Can multilevel models be used to analyse the interaction between geographic environmental factors and the yields of different agricultural commodities grown in Australia?

In this study I have first modelled the commodity groups as a fixed effect in a linear regression model - the baseline. I have then introduced the commodity groups as random effects in a multilevel model. This study assesses the performance of a number of multilevel models, discusses the advantages of such an approach and identifies future steps to be explored.

2 Background

2.1 Agricultural commodities and yield

Crop yield is a measure of how efficiently a commodity is produced within an area. In this dataset the yield is either measured in t/ha or kg/tree, depending on the commodity type. The agricultural yield may be affected by a range of environmental, societal and biological factors.

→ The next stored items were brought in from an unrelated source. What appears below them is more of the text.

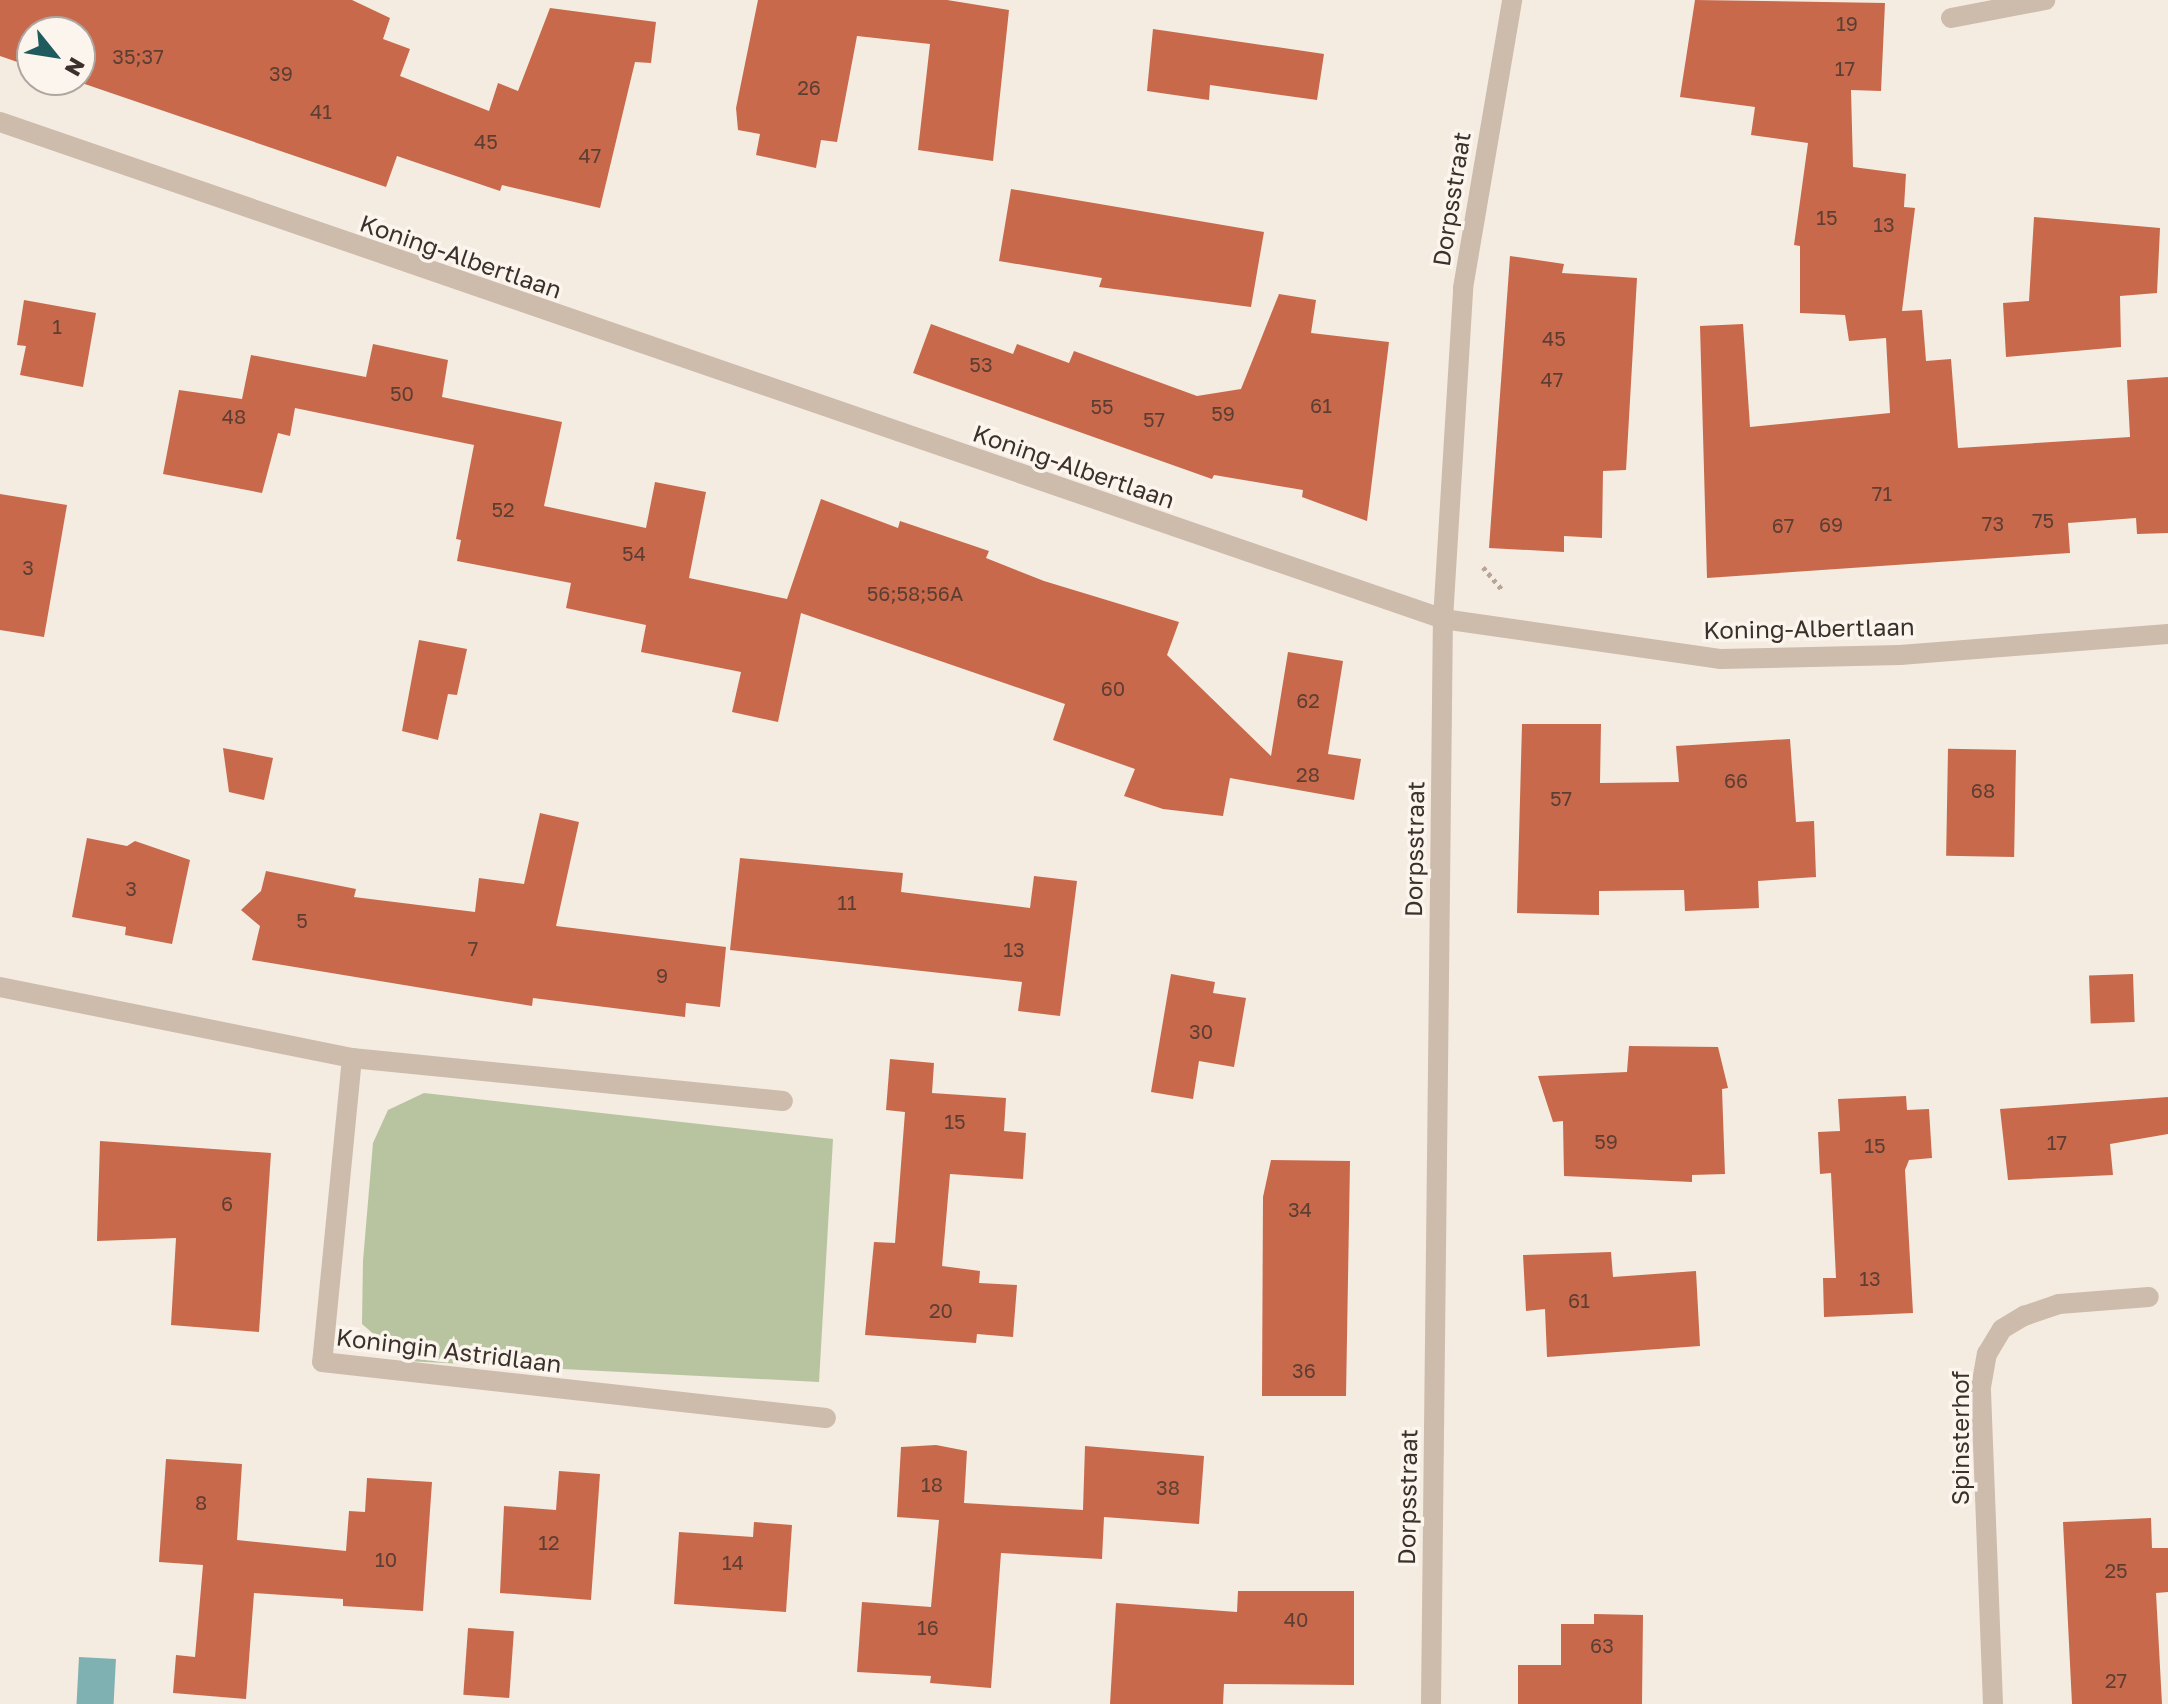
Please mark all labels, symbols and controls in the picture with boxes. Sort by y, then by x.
house number: 19 [1836,11,1858,35]
north arrow [16,16,96,96]
house number: 35;37 [112,44,164,68]
text: N [60,53,91,81]
house number: 17 [1835,56,1855,80]
house number: 39 [269,61,293,85]
house number: 26 [797,75,821,99]
house number: 41 [310,99,332,123]
house number: 45 [474,129,498,153]
street label: Dorpsstraat [1426,130,1476,268]
house number: 47 [579,143,601,167]
house number: 15 [1816,205,1838,229]
street label: Koning-Albertlaan [356,208,566,304]
house number: 13 [1873,212,1895,236]
house number: 1 [52,314,62,338]
house number: 45 [1542,326,1566,350]
house number: 53 [969,352,993,376]
house number: 47 [1541,367,1563,391]
house number: 50 [390,381,414,405]
house number: 61 [1310,393,1332,417]
house number: 55 [1090,394,1114,418]
house number: 59 [1211,401,1235,425]
house number: 48 [222,404,246,428]
house number: 57 [1143,407,1165,431]
street label: Koning-Albertlaan [969,418,1179,514]
house number: 71 [1872,481,1892,505]
house number: 52 [491,497,515,521]
house number: 75 [2032,508,2054,532]
house number: 73 [1982,511,2004,535]
house number: 69 [1819,512,1843,536]
house number: 67 [1772,513,1794,537]
house number: 54 [622,541,646,565]
house number: 3 [22,555,34,579]
house number: 56;58;56A [867,581,963,605]
street label: Koning-Albertlaan [1703,612,1915,644]
house number: 60 [1101,676,1125,700]
house number: 62 [1296,688,1320,712]
house number: 28 [1296,762,1320,786]
house number: 66 [1724,768,1748,792]
house number: 68 [1971,778,1995,802]
street label: Dorpsstraat [1398,781,1430,917]
house number: 57 [1550,786,1572,810]
house number: 3 [125,876,137,900]
house number: 11 [837,890,857,914]
house number: 5 [296,908,308,932]
house number: 7 [468,936,478,960]
house number: 13 [1003,937,1025,961]
house number: 9 [656,963,668,987]
house number: 30 [1189,1019,1213,1043]
house number: 15 [944,1109,966,1133]
house number: 59 [1594,1129,1618,1153]
house number: 17 [2047,1130,2067,1154]
house number: 15 [1864,1133,1886,1157]
house number: 6 [221,1191,233,1215]
house number: 34 [1288,1197,1312,1221]
house number: 13 [1859,1266,1881,1290]
house number: 61 [1568,1288,1590,1312]
house number: 20 [929,1298,953,1322]
street label: Koningin Astridlaan [335,1322,563,1378]
house number: 36 [1292,1358,1316,1382]
street label: Spinsterhof [1946,1371,1974,1505]
street label: Dorpsstraat [1391,1429,1423,1565]
house number: 18 [921,1472,943,1496]
house number: 38 [1156,1475,1180,1499]
house number: 8 [195,1490,207,1514]
house number: 12 [538,1530,560,1554]
house number: 10 [375,1547,397,1571]
house number: 14 [722,1550,744,1574]
house number: 25 [2104,1558,2128,1582]
house number: 40 [1284,1607,1308,1631]
house number: 16 [917,1615,939,1639]
house number: 63 [1590,1633,1614,1657]
house number: 27 [2105,1668,2127,1692]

The initial study which focused on grapes on the effect of climate, soil conditions, irrigation and the grape varieties used. As the irrigation and variety data is data only collected by the wine industry in Australia and is not available for other commodities the new study focuses only on climate and soil variables, however the variables from these sources have been expanded.

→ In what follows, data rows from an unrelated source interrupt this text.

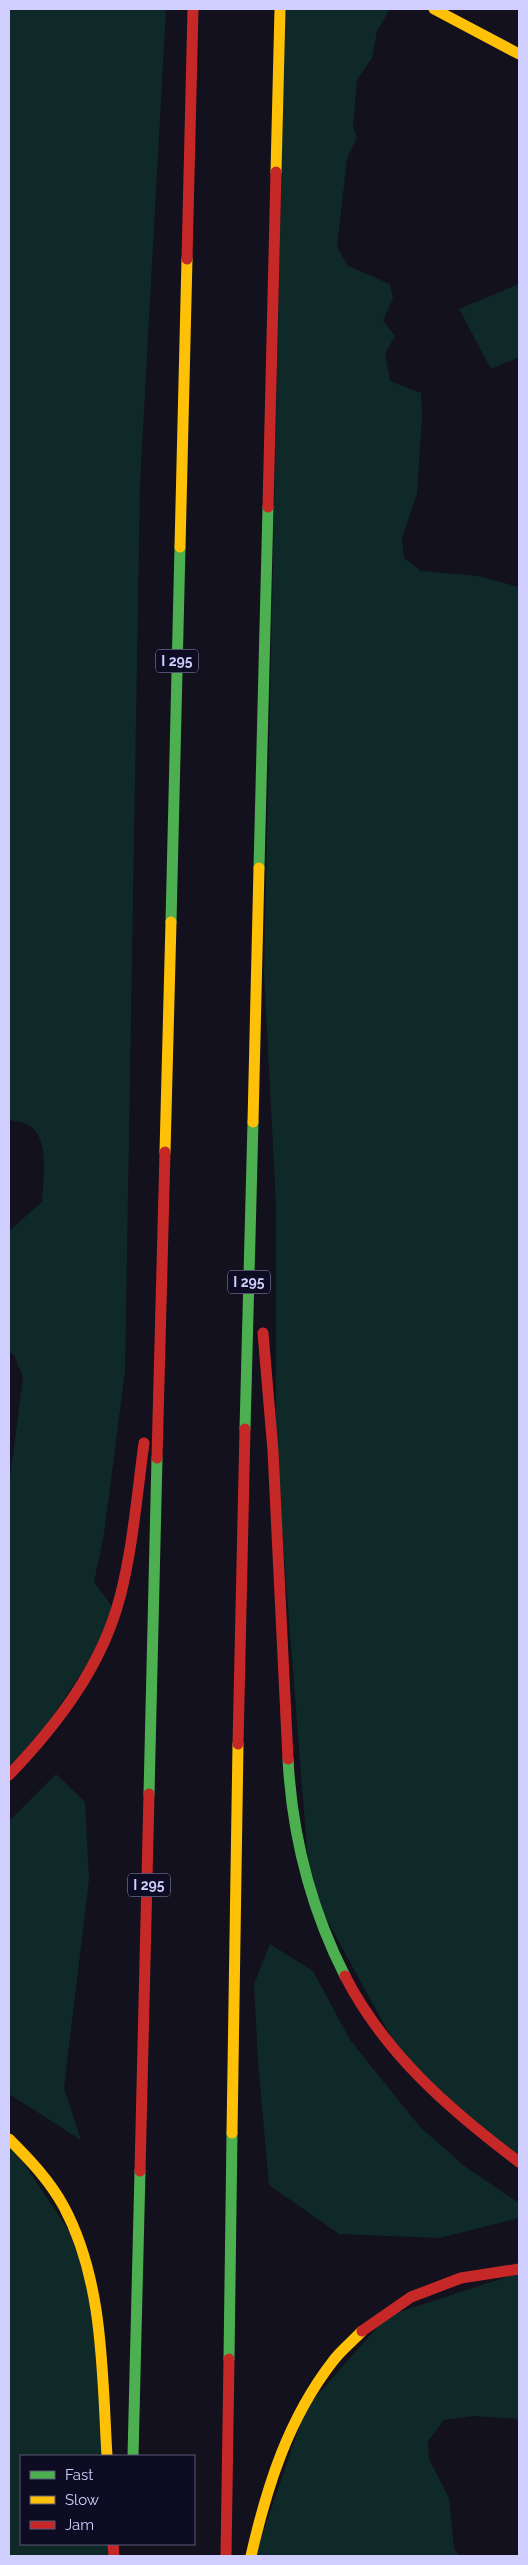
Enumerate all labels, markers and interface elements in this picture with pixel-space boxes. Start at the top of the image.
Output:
road number: I 295 [156,649,198,672]
road number: I 295 [228,1270,270,1294]
road number: I 295 [128,1874,170,1896]
legend [20,2455,195,2545]
text: Fast [65,2466,93,2484]
text: Slow [65,2491,99,2509]
text: Jam [65,2516,94,2534]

It is to be expected that different agricultural commodities will have significantly different yields due to the inherent biological differences and farming practices. Because of this yields will differ in both absolute amount and also how they respond to various external factors.

2.2 Multilevel (or mixed effect) models

Multilevel models, also known as linear mixed effect models amongst other things, are well suited for modelling data with a clustered or a hierarchical structure. The input agricultural data included variables that explicitly defined a structure of this kind so such a model seems appropriate. This structure is demonstrated with a sample of the categories in the Figure 1 diagram. Level 1 of the structure is the observations which are each associated with an SA2 region. Level 2 is the agricultural commodity. For each observation the yield is of a particular commodity and the predictor variables are extracted from areas within that region where the commodity is grown. Using these two levels we can create a two level nested model. We could also add Level 3 to create a three level nested model, for example the broad type of commodity as defined in the input source.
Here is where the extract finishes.